Weekly planning news
Planning news - 10 February 2022
Government agency invests in Public Practice
Homes England and the Department for Levelling Up, Housing and Communities (DLUHC) have announced an investment of more than £200,000 in social enterprise Public Practice.
Public Practice supports public sector authorities in London, the South East and the East of England to identify gaps in the capacity of planning and place shaping teams.
It matches skilled candidates to year-long placements with local authorities.
The money will support the not-for-profit’s expansion across the country. The partnership is part of Homes England’s Local Government Capacity Centre work, which is designed to increase local government capacity and skills to make better places and homes.
To expand Public Practice, consultation would be carried out and research conducted with local authorities to shape the direction and approach.
Peter Freeman, chair of Homes England, said: “Authorities throughout England have told us that skills and expertise shortages are some of the biggest barriers they face to make homes and communities happen. Public Practice has a proven model for bringing these vital skills from the private sector to local government.

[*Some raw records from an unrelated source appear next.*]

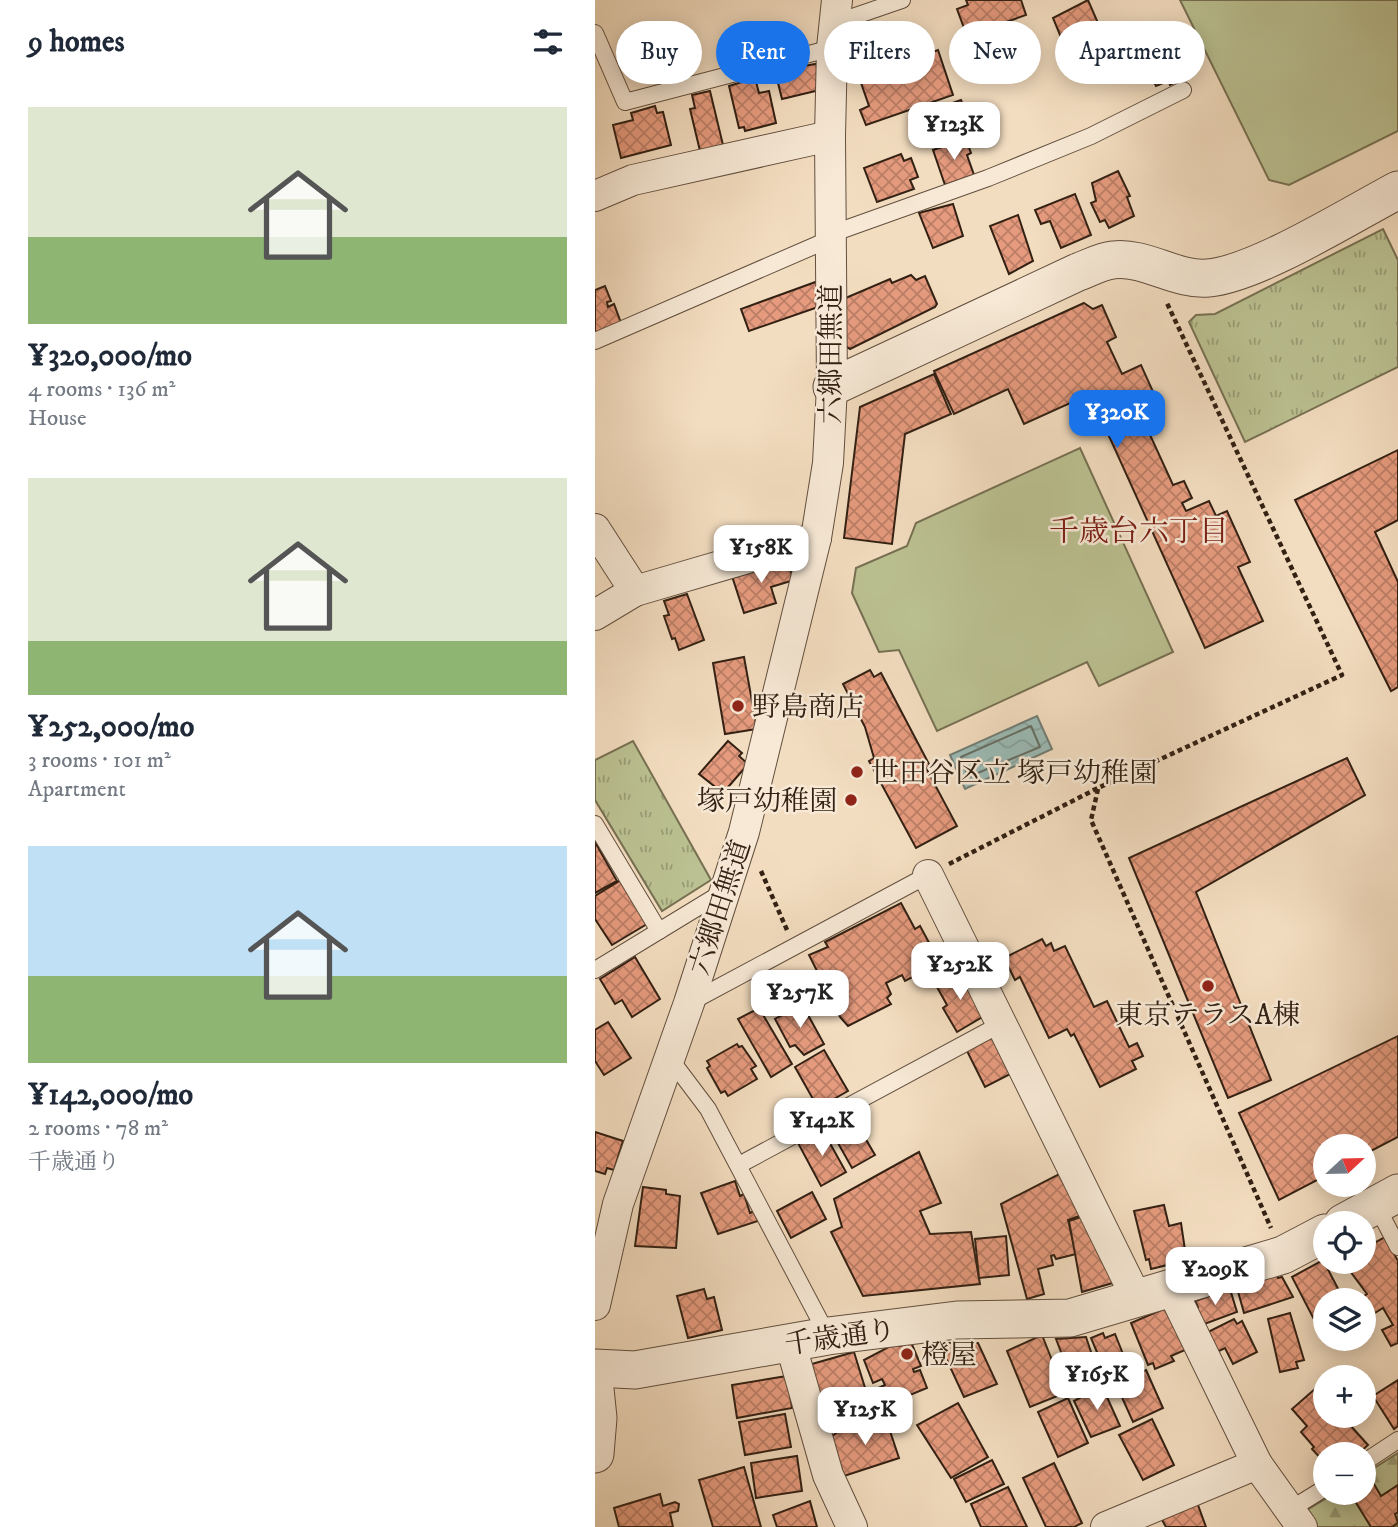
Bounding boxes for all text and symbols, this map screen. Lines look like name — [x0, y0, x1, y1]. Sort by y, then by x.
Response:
chip: Buy — [616, 21, 702, 84]
chip: Rent — [716, 21, 810, 84]
chip: Filters — [824, 21, 935, 84]
chip: New — [949, 21, 1041, 84]
chip: Apartment — [1055, 21, 1205, 84]
icon: filters — [529, 23, 567, 61]
text: 9 homes — [28, 24, 125, 61]
pin: ¥123K — [905, 102, 1003, 162]
text: ¥123K — [924, 110, 984, 139]
icon: home — [235, 152, 361, 278]
street label: 六郷田無道 — [814, 284, 849, 424]
text: ¥320,000/mo — [28, 338, 192, 375]
text: 4 rooms · 136 m² — [28, 375, 175, 404]
pin: ¥320K — [1068, 391, 1166, 450]
text: ¥320K — [1085, 398, 1149, 427]
text: House — [28, 404, 86, 433]
district label: 千歳台六丁目 — [1049, 514, 1229, 551]
icon: home — [235, 523, 361, 649]
pin: ¥158K — [712, 526, 810, 585]
text: ¥158K — [730, 533, 792, 562]
place label: 野島商店 — [752, 690, 864, 725]
marker: 野島商店 — [730, 698, 746, 714]
text: ¥252,000/mo — [28, 709, 194, 746]
text: 3 rooms · 101 m² — [28, 746, 171, 775]
place label: 世田谷区立 塚戸幼稚園 — [871, 756, 1157, 791]
marker: 世田谷区立 塚戸幼稚園 — [849, 764, 865, 780]
text: Apartment — [28, 775, 126, 804]
place label: 塚戸幼稚園 — [697, 784, 837, 819]
marker: 塚戸幼稚園 — [843, 792, 859, 808]
street label: 六郷田無道 — [682, 835, 759, 979]
icon: home — [235, 892, 361, 1018]
pin: ¥252K — [911, 942, 1009, 1002]
text: ¥252K — [927, 950, 993, 979]
pin: ¥257K — [751, 970, 849, 1030]
text: ¥257K — [767, 978, 833, 1007]
marker: 東京テラスA棟 — [1200, 978, 1216, 994]
place label: 東京テラスA棟 — [1116, 998, 1301, 1033]
text: ¥142,000/mo — [28, 1077, 193, 1114]
pin: ¥142K — [773, 1098, 871, 1158]
text: ¥142K — [790, 1106, 854, 1135]
text: 2 rooms · 78 m² — [28, 1114, 168, 1143]
north arrow — [1313, 1134, 1375, 1197]
map controls — [1313, 1134, 1376, 1505]
text: 千歳通り — [28, 1148, 120, 1177]
button: locate — [1313, 1211, 1376, 1274]
pin: ¥209K — [1166, 1248, 1264, 1307]
text: ¥209K — [1182, 1255, 1248, 1284]
button: layers — [1313, 1288, 1376, 1351]
street label: 千歳通り — [782, 1312, 898, 1363]
place label: 橙屋 — [921, 1338, 977, 1373]
marker: 橙屋 — [899, 1346, 915, 1362]
pin: ¥165K — [1048, 1352, 1146, 1412]
text: ¥165K — [1065, 1360, 1129, 1389]
button: + — [1313, 1365, 1376, 1428]
pin: ¥125K — [816, 1388, 914, 1447]
text: ¥125K — [834, 1395, 896, 1424]
button: − — [1313, 1442, 1376, 1505]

“We set up the Local Government Capacity Centre to support just this kind of solutions-focused work, and I am confident that expanding Public Practice’s unique programme to areas outside of London and the South will make a real difference.”
Local government officers are invited to respond to Public Practice’s Local Authority Resourcing and Skills survey, which seeks to establish an understanding of the skills gaps and the impact that a lack of resources has on officers and their teams across England.
Pooja Agrawal, chief executive at Public Practice, explained that since October 2017 the organisation has placed more than 200 practitioners into place-shaping roles in 50 authorities in London, the South-East and the East of England, with the objective of improving the quality, equality and sustainability of places.
“Over the last few years, public authorities have demonstrated a huge amount of resilience, but we know that they need support to access the skills, capacity and capabilities to meet their ambitions. The expansion of Public Practice’s unique programme will enable us to meet demand from authorities across the country that are keen to bring diverse skills, backgrounds and experience in-house.
“We believe that we need a diverse and cross-disciplinary public sector to lead the way to create high-quality and sustainable places for all people. Over 90 per cent of people we have placed to date have come from outside the public sector, and over 90 per cent of our alumni have continued to work in the public sector.”
The Local Authority Resourcing and Skills survey can be found on the Public Practice website1.
7 February 2022
Laura Edgar, The Planner
‘Little known’ rule should be used to protect local green spaces
Protection designations of local parks and green spaces are an important mechanism to levelling up access to nature for people living in towns and cities, says countryside charity CPRE.
Local parks, according to the charity, should have the same protection as national parks.
It points to a “little-known yet hugely powerful” rule that allows local authorities to ring-fence various green spaces, such as recreation grounds, community gardens and fields popular with dog walkers, from development.
The provision to protect valued pockets of nature is set out in the National Planning Policy Framework (NPPF) but CPRE says it remains “curiously unknown”. It was introduced by the Conservative and Liberal Democrat coalition government and can be used to protect small patches of green space in a neighbourhood plan.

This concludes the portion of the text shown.